Friday, 26 June 2009

Is the expanding mobile environment a good thing?

Thanks to a response from "Mobile" to my blog from a couple of days back, pointing out that the whole underlying market for Smartphones will continue to expand and diversify.

It seems pretty clear that most product churn seems to be of little benefit to the consumer. For example: I was pretty happy with Windows 95, and accept that Windows XP is better; but cannot see any point at all in Windows Vista. :) Companies have a need to keep re-inventing successful products, as milking a cash-cow is hugely easier than creating a new one.

For me, phones have been capable enough for most things since Windows Mobile 2002! That allowed full-featured, multi-threaded applications to be written and deployed in C++; with support out-of-the-box for full-duplex audio. With easy exchange of data through the PC using Active Sync. Devices were cheap, too.

All that was missing back then was a realisation by the market that such a device was a genuinely capable, multi-purpose mobile computer.

Since then, I can't see that Windows Mobile has moved on much (although the development tools are now better!); but then it really didn't need to change much, it has been a great platform for a long time. Symbian seems to have stood still for many years, and is stuck with a terrible variant of C++ and an awful tool chain. iPhone has opened a lot of peoples eyes, full credit to Apple for putting their toes in the water and for extending the iPod concept to include iPhone, and for pointing-out a direction for touchable UIs.

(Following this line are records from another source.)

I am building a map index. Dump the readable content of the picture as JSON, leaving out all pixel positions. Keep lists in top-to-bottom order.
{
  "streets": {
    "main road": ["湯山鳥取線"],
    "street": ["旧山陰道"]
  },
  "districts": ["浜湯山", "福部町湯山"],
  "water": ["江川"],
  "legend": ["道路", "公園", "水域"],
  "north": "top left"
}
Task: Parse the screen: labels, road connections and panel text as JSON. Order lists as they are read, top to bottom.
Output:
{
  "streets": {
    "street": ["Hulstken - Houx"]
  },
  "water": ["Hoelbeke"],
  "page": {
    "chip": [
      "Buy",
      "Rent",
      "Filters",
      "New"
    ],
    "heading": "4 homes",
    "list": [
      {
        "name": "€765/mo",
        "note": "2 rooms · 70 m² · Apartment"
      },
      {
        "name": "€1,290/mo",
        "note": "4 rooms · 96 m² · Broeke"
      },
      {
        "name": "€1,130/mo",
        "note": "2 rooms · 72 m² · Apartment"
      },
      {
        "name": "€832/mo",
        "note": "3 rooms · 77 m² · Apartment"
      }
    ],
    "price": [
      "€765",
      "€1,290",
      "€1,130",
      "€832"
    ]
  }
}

Anyways: to the heart of the problem. Now that more platforms offer similar capabilities - though iPhone has big sandboxing and connectivity issues, Android only allows Java apps, Symbian is a pig to code for and (IIRC) only allows applications to support single-duplex audio - that has served mainly to split-up the market. This gives more choice for the consumer in terms of hardware, but ironically makes it more difficult to get all the software you want on your chosen phone. Should you get a Windows Mobile device for application A, or iPhone for application B, or Symbian for application C? What if you want to change platform? Tough: you probably can't bring all your favourite apps with you. Now this might be good for the hardware developer (locking people in to their platforms), but in my opinion this is bad for the consumer.

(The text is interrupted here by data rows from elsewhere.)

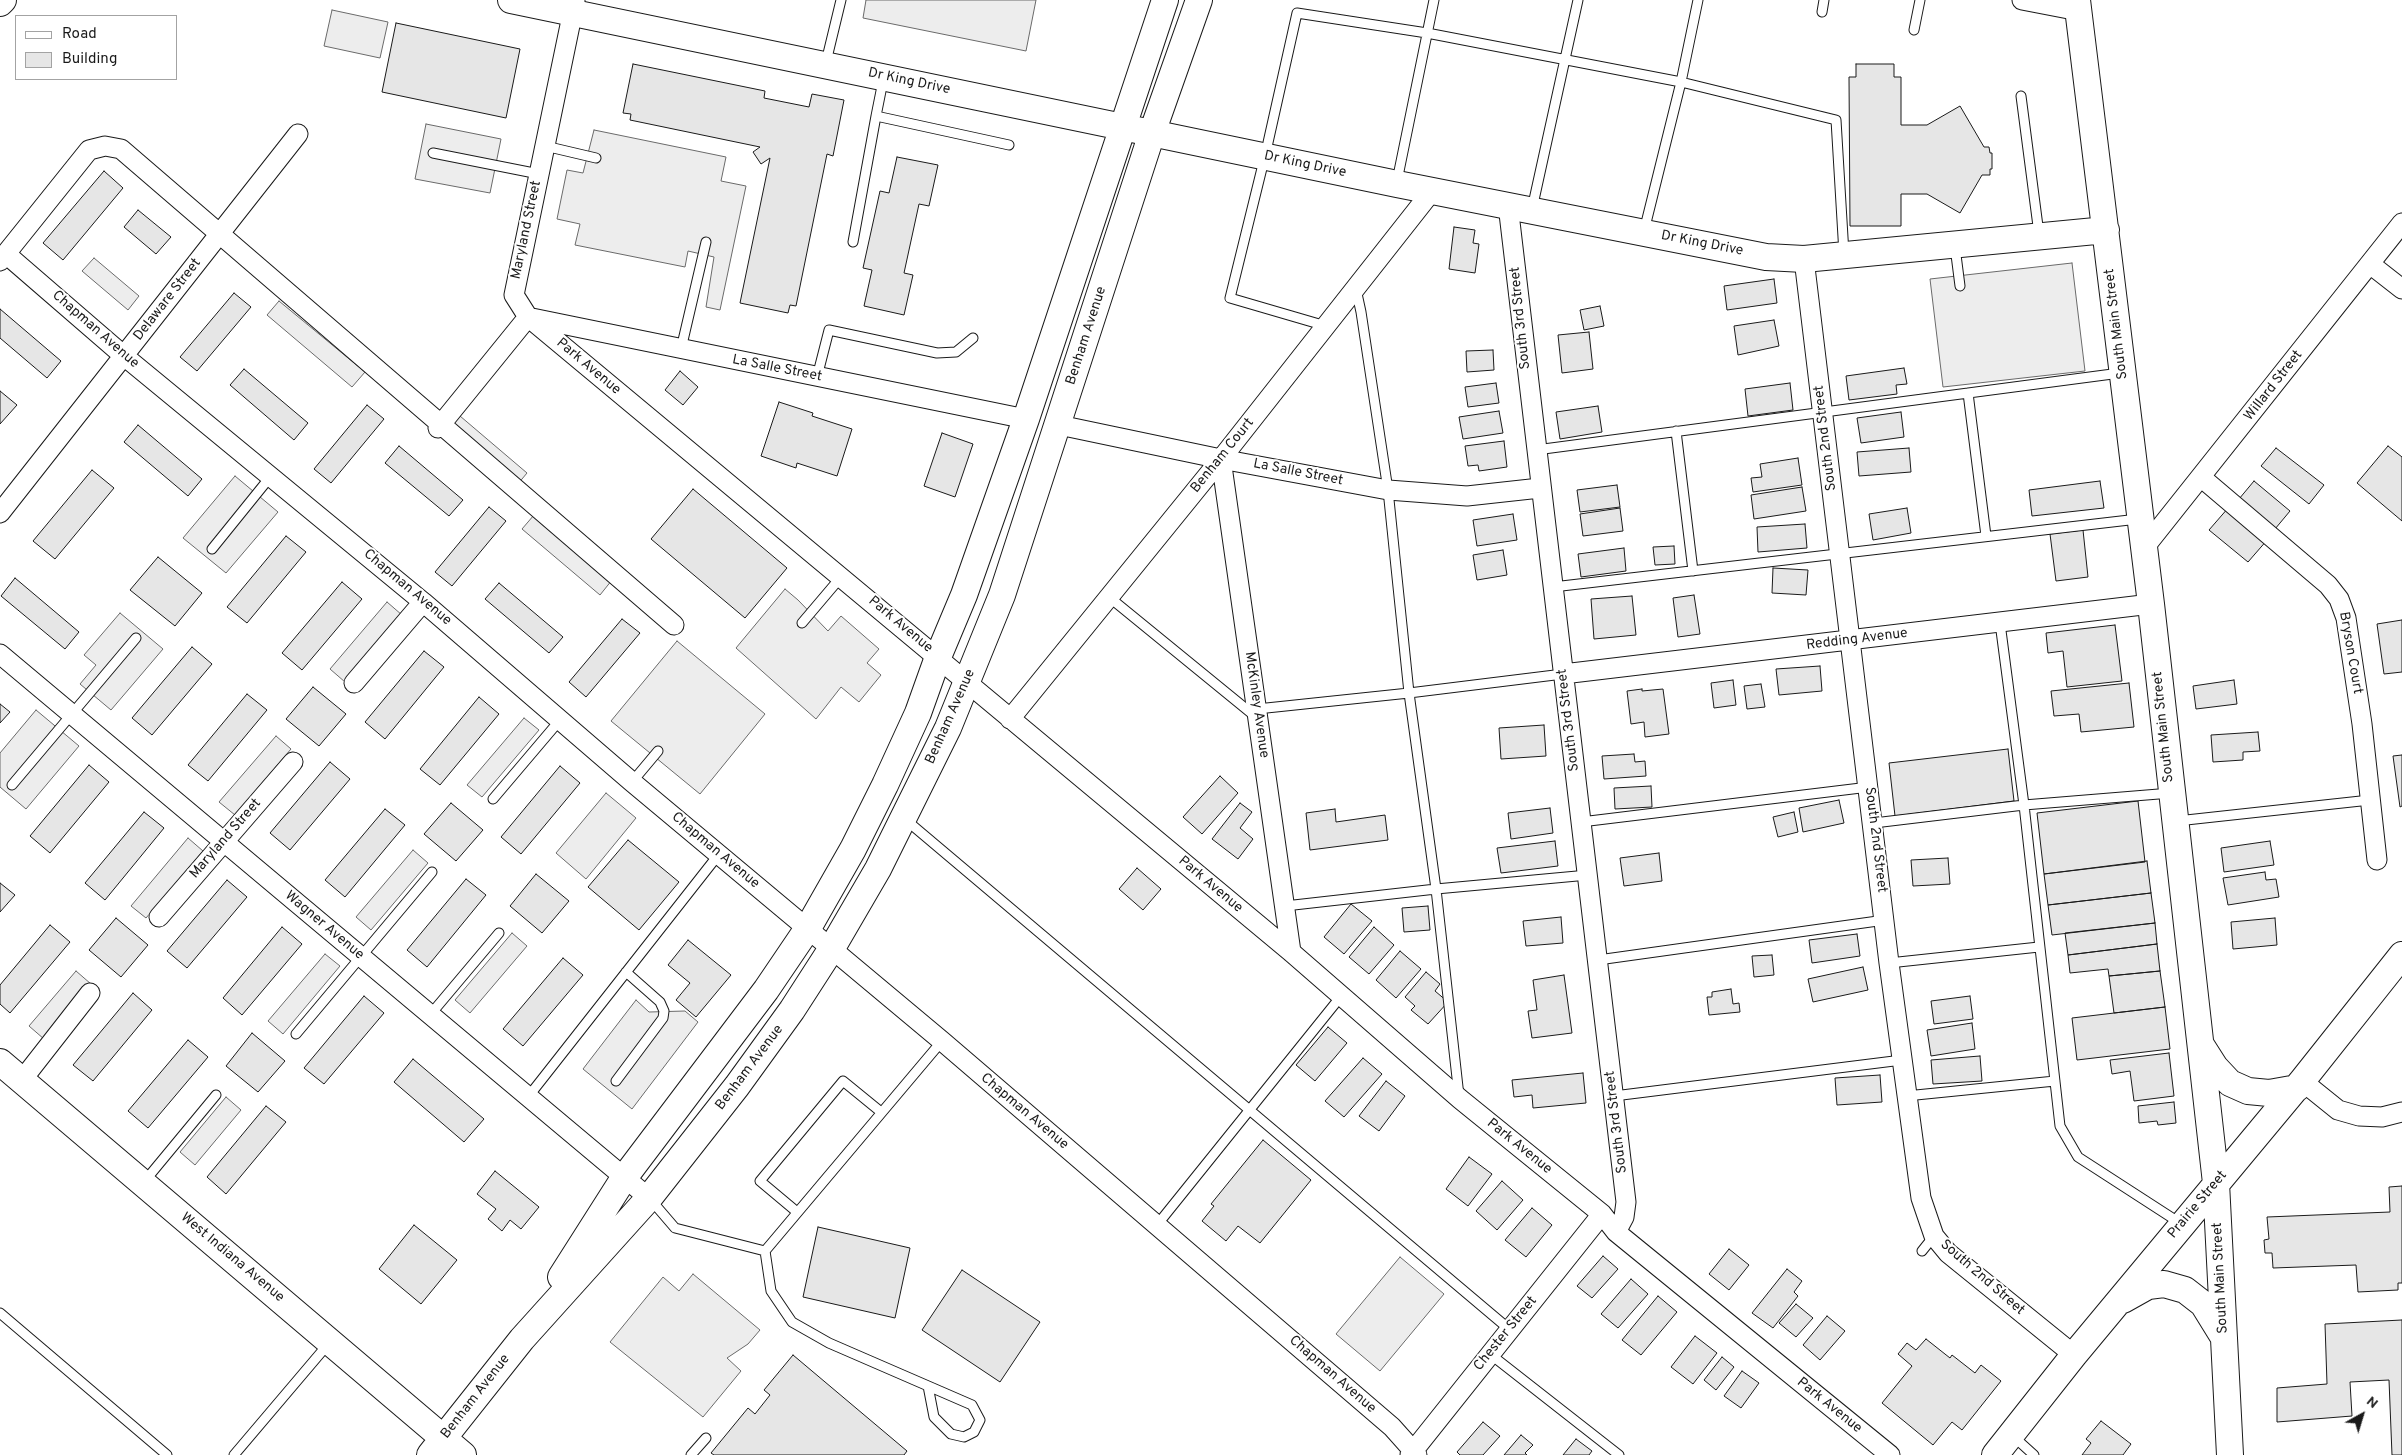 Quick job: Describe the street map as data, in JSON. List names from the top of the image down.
{
  "streets": {
    "main road": [
      "Dr King Drive",
      "South Main Street",
      "Benham Avenue",
      "Prairie Street",
      "West Indiana Avenue"
    ],
    "street": [
      "Maryland Street",
      "Delaware Street",
      "South 3rd Street",
      "Chapman Avenue",
      "Park Avenue",
      "La Salle Street",
      "Willard Street",
      "South 2nd Street",
      "Benham Court",
      "Redding Avenue",
      "Bryson Court",
      "McKinley Avenue",
      "Wagner Avenue",
      "Chester Street"
    ]
  },
  "crossings": [
    ["Dr King Drive", "Maryland Street"],
    ["Dr King Drive", "South 3rd Street"],
    ["Dr King Drive", "South Main Street"],
    ["Dr King Drive", "Benham Avenue"],
    ["Dr King Drive", "South 2nd Street"],
    ["Dr King Drive", "Benham Court"],
    ["Maryland Street", "Park Avenue"],
    ["Maryland Street", "La Salle Street"],
    ["Maryland Street", "Wagner Avenue"],
    ["Delaware Street", "Chapman Avenue"],
    ["South 3rd Street", "Park Avenue"],
    ["South 3rd Street", "La Salle Street"],
    ["South 3rd Street", "Redding Avenue"],
    ["South Main Street", "Willard Street"],
    ["South Main Street", "Redding Avenue"],
    ["South Main Street", "Prairie Street"],
    ["Chapman Avenue", "Benham Avenue"],
    ["Chapman Avenue", "Chester Street"],
    ["Benham Avenue", "Park Avenue"],
    ["Benham Avenue", "La Salle Street"],
    ["Benham Avenue", "Wagner Avenue"],
    ["Benham Avenue", "West Indiana Avenue"],
    ["Park Avenue", "La Salle Street"],
    ["Park Avenue", "Benham Court"],
    ["Park Avenue", "McKinley Avenue"],
    ["Park Avenue", "Chester Street"],
    ["La Salle Street", "Benham Court"],
    ["La Salle Street", "McKinley Avenue"],
    ["Willard Street", "Bryson Court"],
    ["South 2nd Street", "Redding Avenue"],
    ["South 2nd Street", "Prairie Street"],
    ["Benham Court", "McKinley Avenue"]
  ],
  "legend": ["Road", "Building"],
  "north": "top right"
}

The applications are what really define the device. You want Halo? You get an XBox. You want Zelda? You get a Wii. If you want Logic, you use a Mac. If you want Microsoft Office, you get a Windows box. Luckily now if you like Open Office, Firefox or other cross-platform tools, you have the option of running on all three main desktop platforms.

When it comes to smaller apps for mobile devices, the sort which are written by smaller developers and which really are what make a phone do what a user wants, and which are a far simpler proposition that the big apps I've just mentioned, you might think that it should surely be possible to write once, and deploy on all the platforms without too much effort? Actually no: it is unbelievably hard work, as you'll have seen from other posts on my blog.

The biggest challenge for mobile software developers, is one of writing an app such that it can reach as much of the market as possible. I can't see many ways to make this easy (apart from using a framework like the one we've painstakingly developed at Intermorphic!); this will lead to each phone platform being a separate island. I can but hope that Antix will succeeed and open up this whole market... which would also allow apps to be written once in C++, and run with binary portability on any device, including TVs, which had the application engine installed.